Although dogs are surely the first animals to be domesticated, the history and location of wolf-to-dog evolution has been controversial. Yet recent genetic evidence points to the Middle East. Most farmyard animals and the house cat were domesticated in the Middle Eastern area known as the Fertile Crescent, as a result of that area being witness to the first sedentary, agricultural human settlements.

It has been thought that wolf domestication was an exception, considering that they are highly mobile predators who scavenged kills left by game-hunting nomads since the Palaeolithic. The hypothesis was that wolves became accustomed to human contact and that gradually a domesticated dog evolved.

A recent study, however, compared archaeological with genetic data, indicating that the emergence of small canids did occur in the Middle East with the wolf-dog barrier crossed at the time of first human settlement. The authors identified a genetic variant in dog chromosome 15, found in all small dogs but absent in larger and wild dogs. This small-dog haplotype was found to be most closely related to the one in Middle Eastern wolves which indeed suggests this was the area of domestication.

The earliest archaeological dog remains were also found in the Fertile Crescent, which has led to a general speculation that domestication occurred between 13,000 and 17,000 years ago. This correlates with a social shift in the local human population, the Natufians, from being Palaeolithic nomadic hunter-gatherers to developing relatively settled agro-economies in the Neolithic, suggesting human settlement played a major role in dog evolution.

Domestication is the product of both biological and cultural processes. The initial contact between humans and wolves was likely initiated by the scavenging wolves, although there must have been a tolerance of wolves among humans, followed by the settled human civilisation keeping proto-dogs who would scavenge the local rubbish dumps. In addition, it is known that modern tundra wolves do not interbreed with their boreal cousins although they overlap geographically. It is thought that their differing lifestyles promote this reproductive isolation, which is perhaps precisely what happened when proto-dogs and wolves diverged.

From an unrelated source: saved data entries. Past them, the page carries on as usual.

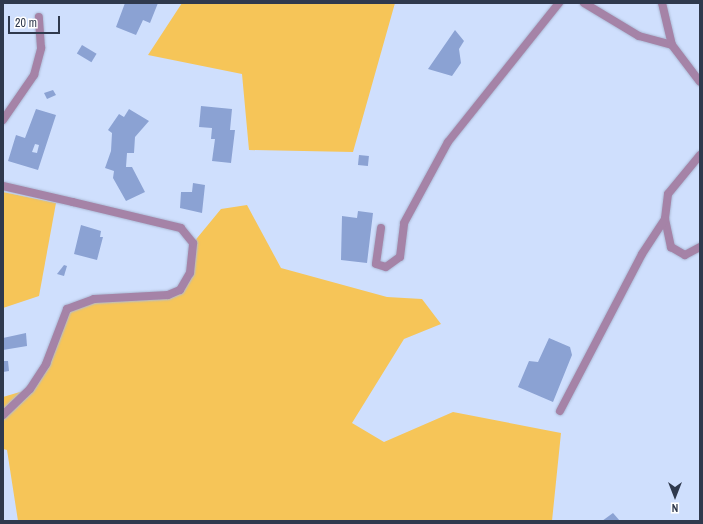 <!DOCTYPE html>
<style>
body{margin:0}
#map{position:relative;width:703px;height:524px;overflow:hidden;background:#cfdffd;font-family:"Archivo Narrow",sans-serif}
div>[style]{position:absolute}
.green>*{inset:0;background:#f6c558}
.building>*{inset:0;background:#8ba2d3;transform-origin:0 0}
.roads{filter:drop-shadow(0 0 1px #acbad6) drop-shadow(0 0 1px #acbad6)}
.lane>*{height:8px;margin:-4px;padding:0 4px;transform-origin:4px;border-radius:4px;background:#a583a7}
.street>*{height:8px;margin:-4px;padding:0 4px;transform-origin:4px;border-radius:4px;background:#a583a7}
span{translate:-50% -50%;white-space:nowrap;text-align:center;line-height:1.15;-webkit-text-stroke:3px #fff;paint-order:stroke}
.frame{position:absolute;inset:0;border:4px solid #2f394d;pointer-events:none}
.north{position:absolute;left:655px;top:476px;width:40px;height:40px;-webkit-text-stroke:3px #fff;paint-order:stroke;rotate:180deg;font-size:11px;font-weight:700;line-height:16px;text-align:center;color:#2f394d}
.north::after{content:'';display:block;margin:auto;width:14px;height:18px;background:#2f394d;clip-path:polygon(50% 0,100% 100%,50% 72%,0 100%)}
.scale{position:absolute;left:8px;top:16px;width:52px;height:18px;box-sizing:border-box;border:2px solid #2f394d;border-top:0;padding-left:5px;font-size:12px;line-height:14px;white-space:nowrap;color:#2f394d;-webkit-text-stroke:3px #fff;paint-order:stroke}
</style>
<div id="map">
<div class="green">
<i style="clip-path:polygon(182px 3px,395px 3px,353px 152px,249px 150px,242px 74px,148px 55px)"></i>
<i style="clip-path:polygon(3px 192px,56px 203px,39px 296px,3px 308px)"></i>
<i style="clip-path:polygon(247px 205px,281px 268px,387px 297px,422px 299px,441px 324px,404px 339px,352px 423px,384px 442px,453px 412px,561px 433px,552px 521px,18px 521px,7px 450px,3px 449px,3px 397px,30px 389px,67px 309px,76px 304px,180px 290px,190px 273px,193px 243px,221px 209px)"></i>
</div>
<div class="building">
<i style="clip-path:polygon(125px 3px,158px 3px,150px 23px,143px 20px,136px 35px,116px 27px)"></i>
<i style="clip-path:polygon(455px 30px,464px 41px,459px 49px,461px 63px,452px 76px,428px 69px)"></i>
<i style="left:82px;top:45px;width:17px;height:10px;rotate:31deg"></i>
<i style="clip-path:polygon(53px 90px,56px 95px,47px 99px,44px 93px)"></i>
<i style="clip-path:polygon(201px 106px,232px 109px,230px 130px,235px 130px,231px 163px,212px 161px,215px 139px,211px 139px,212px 128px,199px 127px)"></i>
<i style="clip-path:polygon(evenodd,36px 109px,56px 115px,38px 170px,8px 161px,16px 135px,25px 138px,36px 109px,35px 144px,39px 145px,37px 153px,32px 152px,35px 144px)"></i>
<i style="clip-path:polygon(129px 109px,149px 121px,135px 137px,134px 153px,127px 153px,126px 167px,132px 167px,145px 192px,126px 201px,113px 178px,114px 171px,105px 168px,111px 151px,112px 133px,108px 130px,119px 114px,124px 117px)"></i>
<i style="left:359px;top:155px;width:10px;height:10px;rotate:6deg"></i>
<i style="clip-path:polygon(193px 183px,205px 185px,202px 213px,180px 208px,181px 192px,192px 192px)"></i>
<i style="clip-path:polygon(358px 211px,373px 213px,367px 263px,341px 260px,342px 216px,357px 218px)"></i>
<i style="clip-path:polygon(81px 225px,101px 231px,100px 237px,103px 237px,97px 260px,74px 254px)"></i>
<i style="clip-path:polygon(64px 265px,67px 266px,64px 276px,57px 274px)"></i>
<i style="clip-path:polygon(26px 333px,27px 346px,3px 350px,3px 338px)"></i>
<i style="clip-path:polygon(549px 338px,570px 347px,572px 355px,553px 402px,518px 387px,529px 361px,538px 362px)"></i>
<i style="clip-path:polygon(3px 361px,8px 361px,9px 371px,3px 372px)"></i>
<i style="clip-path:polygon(613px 513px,620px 521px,602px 521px)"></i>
</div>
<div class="roads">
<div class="lane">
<i style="left:584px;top:3px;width:64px;rotate:31deg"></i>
<i style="left:639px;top:36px;width:34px;rotate:15deg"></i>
<i style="left:3px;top:120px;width:55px;rotate:-55.4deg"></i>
<i style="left:34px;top:75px;width:28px;rotate:-75deg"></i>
<i style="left:41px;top:48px;width:31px;rotate:-94deg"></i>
<i style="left:3px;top:186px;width:72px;rotate:12.9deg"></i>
<i style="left:381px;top:228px;width:36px;rotate:98deg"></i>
<i style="left:376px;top:264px;width:10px;rotate:17deg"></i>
<i style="left:386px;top:267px;width:17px;rotate:-36deg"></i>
<i style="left:400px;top:257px;width:34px;rotate:-83deg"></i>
<i style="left:404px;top:223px;width:92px;rotate:-61.5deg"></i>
<i style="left:448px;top:142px;width:178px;rotate:-51.4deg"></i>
</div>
<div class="street">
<i style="left:662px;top:3px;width:43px;rotate:76.6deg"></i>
<i style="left:672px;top:45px;width:46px;rotate:52.9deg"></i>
<i style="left:700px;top:155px;width:50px;rotate:129.4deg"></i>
<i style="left:668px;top:194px;width:25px;rotate:97deg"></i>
<i style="left:665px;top:219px;width:29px;rotate:78deg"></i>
<i style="left:671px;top:247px;width:16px;rotate:30deg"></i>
<i style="left:685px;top:255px;width:17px;rotate:-28deg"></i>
<i style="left:560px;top:411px;width:177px;rotate:-62.4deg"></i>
<i style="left:642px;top:254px;width:42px;rotate:-56.7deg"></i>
<i style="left:3px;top:415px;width:37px;rotate:-44deg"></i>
<i style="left:30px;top:389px;width:30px;rotate:-57deg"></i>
<i style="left:46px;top:364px;width:59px;rotate:-69.1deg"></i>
<i style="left:67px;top:309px;width:29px;rotate:-20deg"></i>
<i style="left:94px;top:299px;width:74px;rotate:-3.1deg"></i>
<i style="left:168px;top:295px;width:13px;rotate:-23deg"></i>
<i style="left:180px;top:290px;width:20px;rotate:-60deg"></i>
<i style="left:190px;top:273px;width:30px;rotate:-84deg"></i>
<i style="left:193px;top:243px;width:19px;rotate:-129deg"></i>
<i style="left:181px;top:228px;width:111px;rotate:-166.5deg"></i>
</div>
</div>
<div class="frame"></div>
<div class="north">N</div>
<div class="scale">20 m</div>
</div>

These small garbage-scavenging wolves may even have been protected by humans for their beneficial service by barking at the approach of larger wild wolves, alerting the villagers of potential dangers. These behavioural divergences may have further divided the two populations genetically. And why did domestication favour shrinking in size? Smaller body-size has the advantage of reducing energy demands, and probably enabled individuals to ‘fit in’ better with their human companions.

Subsequently, humans encouraged match-making of the small dogs, preserving their cuddliness, and later on exploiting their pint-sized functionality, such as for ratting or entering burrows. Also, the ‘shrinking’ evolutionary process would be maladaptive in the wild considering the disadvantage it poses against the larger wild counterparts, and was thus probably selected under human influence. Early human communities must thus have been stable over many generations to enable this development of small dogs.

Lastly, wealth can be material, social or knowledge-based, but material wealth is the most transmissible form, hence a promoter of social inequality. The archaeological presence of domesticates can be an important indicator of when inequality of societal wealth began, especially considering that dog ownership was perhaps the first ‘living capital’. Humans would exploit their predatory abilities and territorial proclivities to increase their hunting success, but dogs also probably became a status symbol as well as being useful. The tamed dog could have perhaps been at the forefront of the innovations that gave rise to community structure and gradually the spread of urban life.